C'è poi un risvolto del problema cui spesso non si pensa: tanta fame e povertà nel mondo è quasi sempre frutto di ingiustizia, perché causata da regimi tirannici, o da un colonialismo spietato che, conclusa la fase politica, non è scomparso ma ha solo cambiato volto. Il problema della fame si potrà risolvere soltanto eliminandone le cause profonde, trasformando le strutture politiche ed economiche basate sullo sfruttamento dei più deboli: e anche in questo ambito i cristiani sono chiamati a fare la loro parte. Pochi conoscono in proposito il paziente lavoro diplomatico dei rappresentanti del papa nei consessi internazionali; tutti possiamo concorrere, ad esempio non comperando quei beni che si sa prodotti facendo lavorare i bambini o adulti tenuti di fatto in schiavitù.
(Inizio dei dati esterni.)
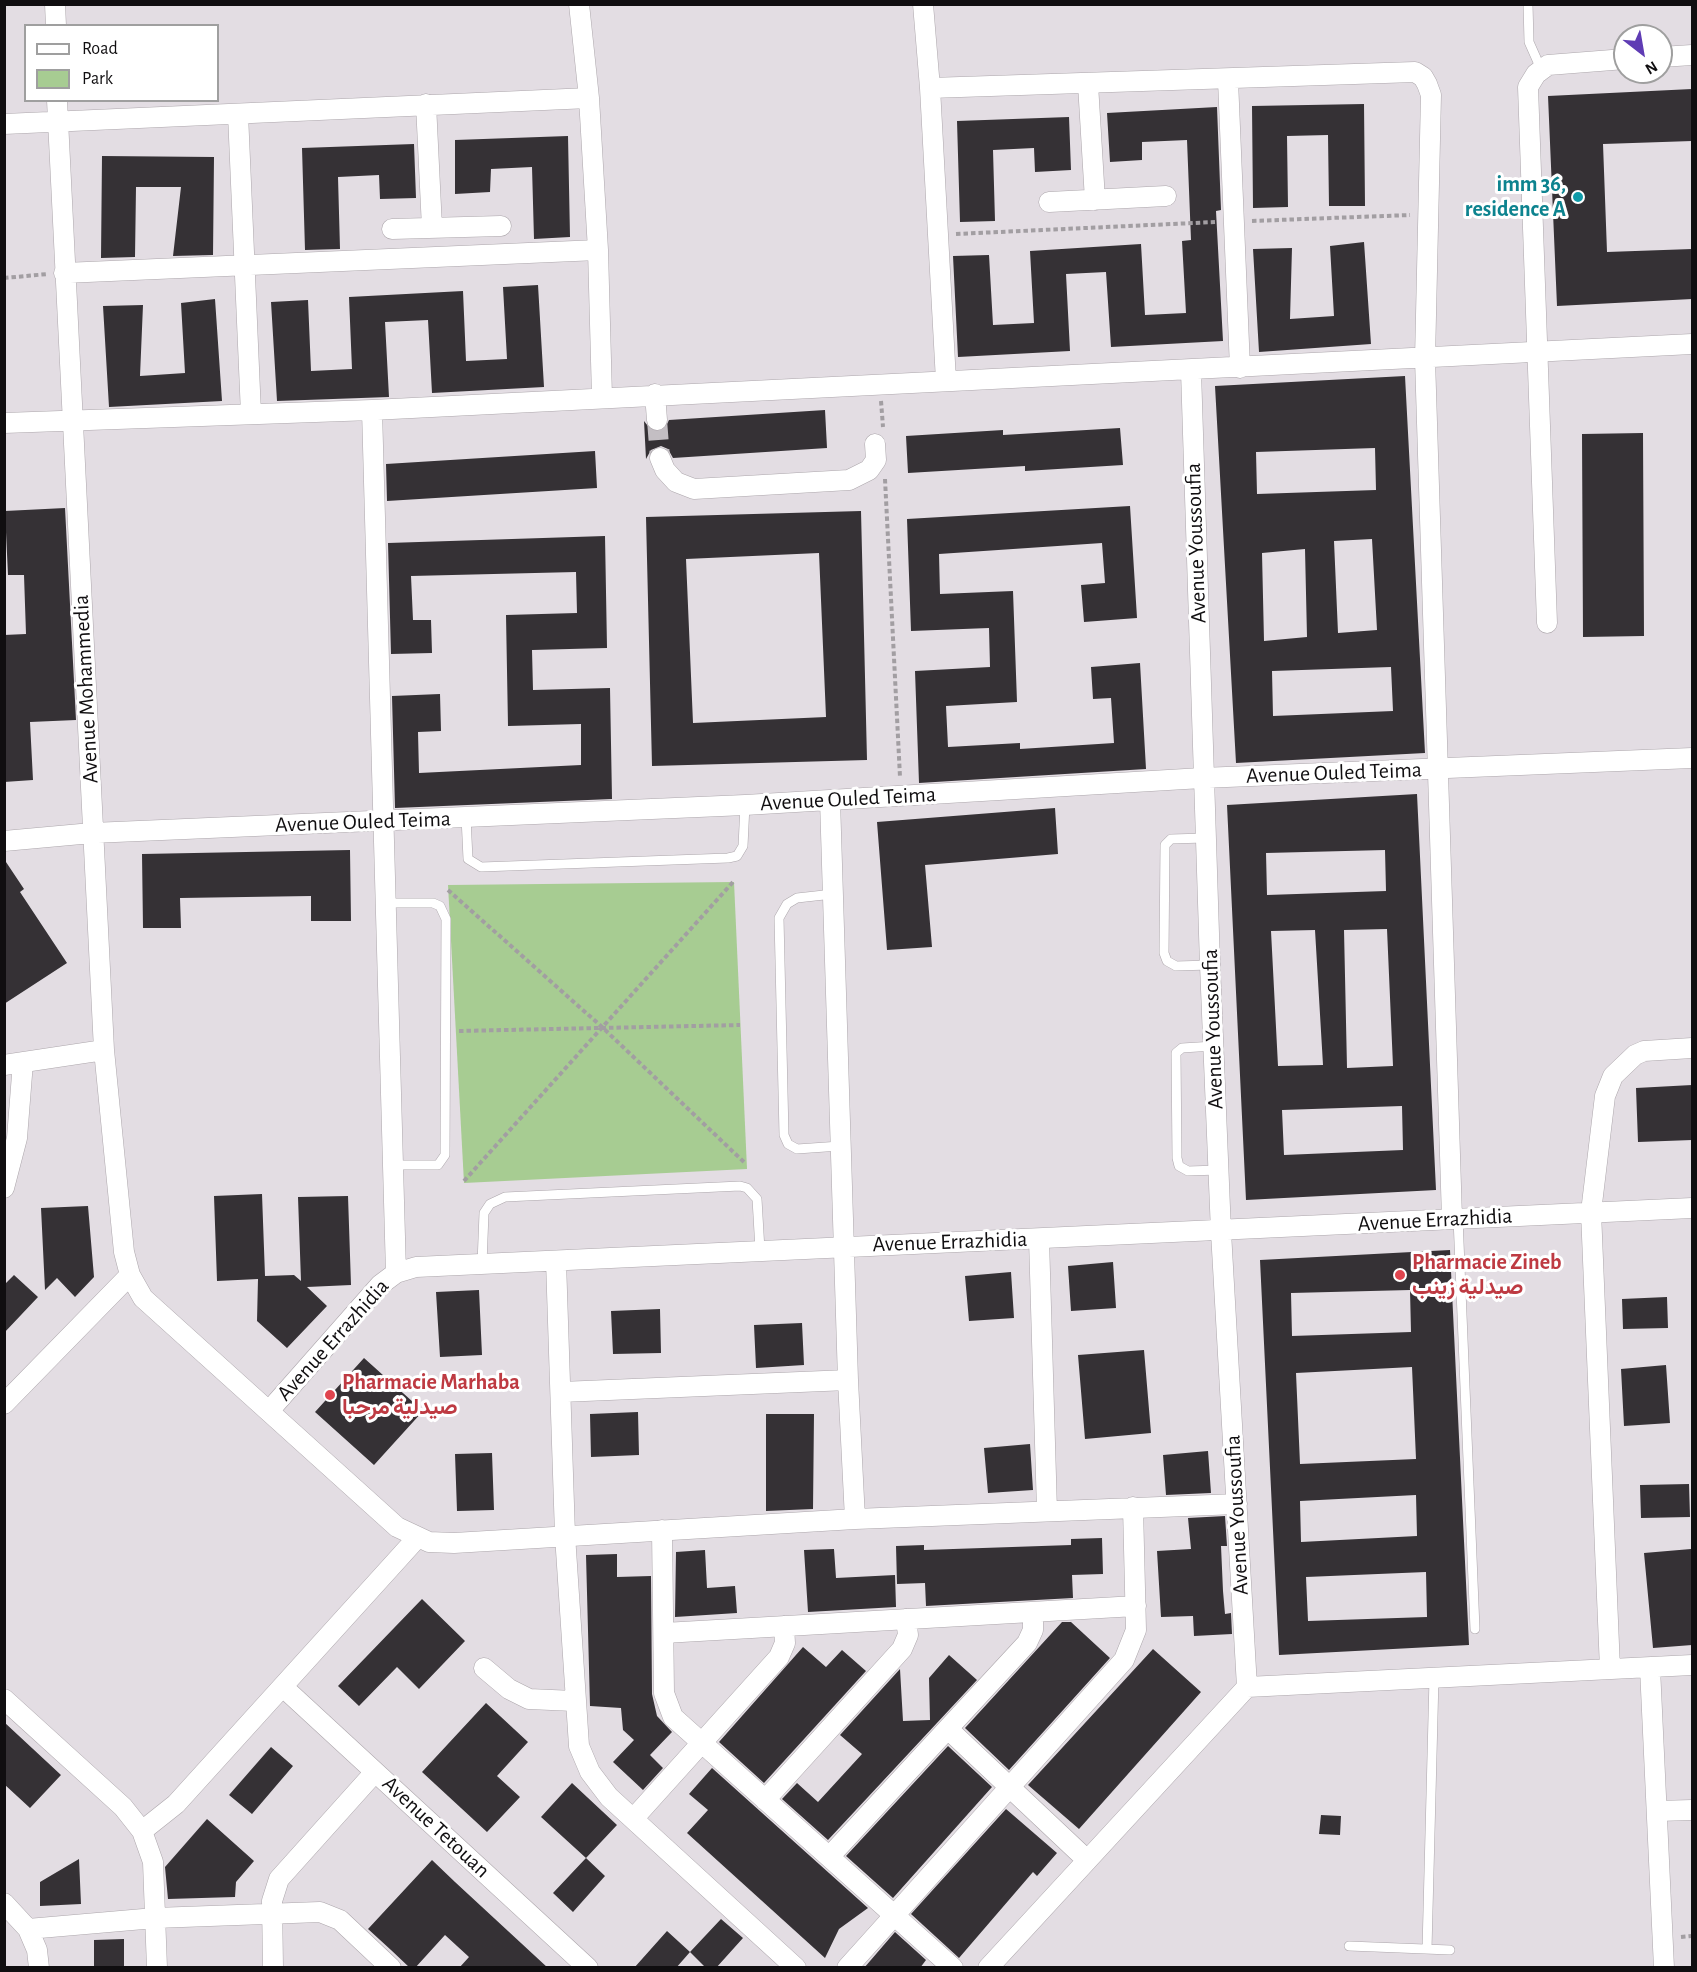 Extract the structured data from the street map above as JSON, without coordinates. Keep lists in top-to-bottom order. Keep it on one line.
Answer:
{"streets":{"street":["Avenue Youssoufia","Avenue Mohammedia","Avenue Ouled Teima","Avenue Errazhidia","Avenue Tetouan"]},"crossings":[["Avenue Youssoufia","Avenue Ouled Teima"],["Avenue Youssoufia","Avenue Errazhidia"],["Avenue Mohammedia","Avenue Ouled Teima"]],"places":["imm 36, residence A","Pharmacie Zineb صيدلية زينب","Pharmacie Marhaba صيدلية مرحبا"],"legend":["Road","Park"],"north":"bottom right"}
Ma l'impegno a risolvere questi drammatici problemi non esaurisce il compito dei cristiani. Essi sanno che l'uomo, quand'anche fosse in buona salute e avesse da mangiare a sufficienza e potesse guardare senza troppe preoccupazioni al domani proprio e della propria famiglia, non avrebbe soddisfatto tutte le proprie aspirazioni. Gli rimane un altro vuoto da colmare; nel cuore e nella mente gli urgono altri orizzonti, cui magari non sa dare un nome ma che lo inquietano. La risposta, quella vera, egli non la sa trovare da solo: ecco allora Gesù, che moltiplica il pane per la folla, ma come anticipazione di quell'altro pane che è lui, quello su cui in seguito avrebbe pronunciato le parole al centro della festa di oggi: "Prendete e mangiate, questo è il mio corpo". Del resto in una precedente occasione lui stesso aveva ricordato che "non di solo pane vivrà l'uomo" (Matteo 4,4). E il grande Agostino ne deduce, per sé e per noi: "Tu ci hai fatto per te, Signore, e il nostro cuore è inquieto finché non riposa in te".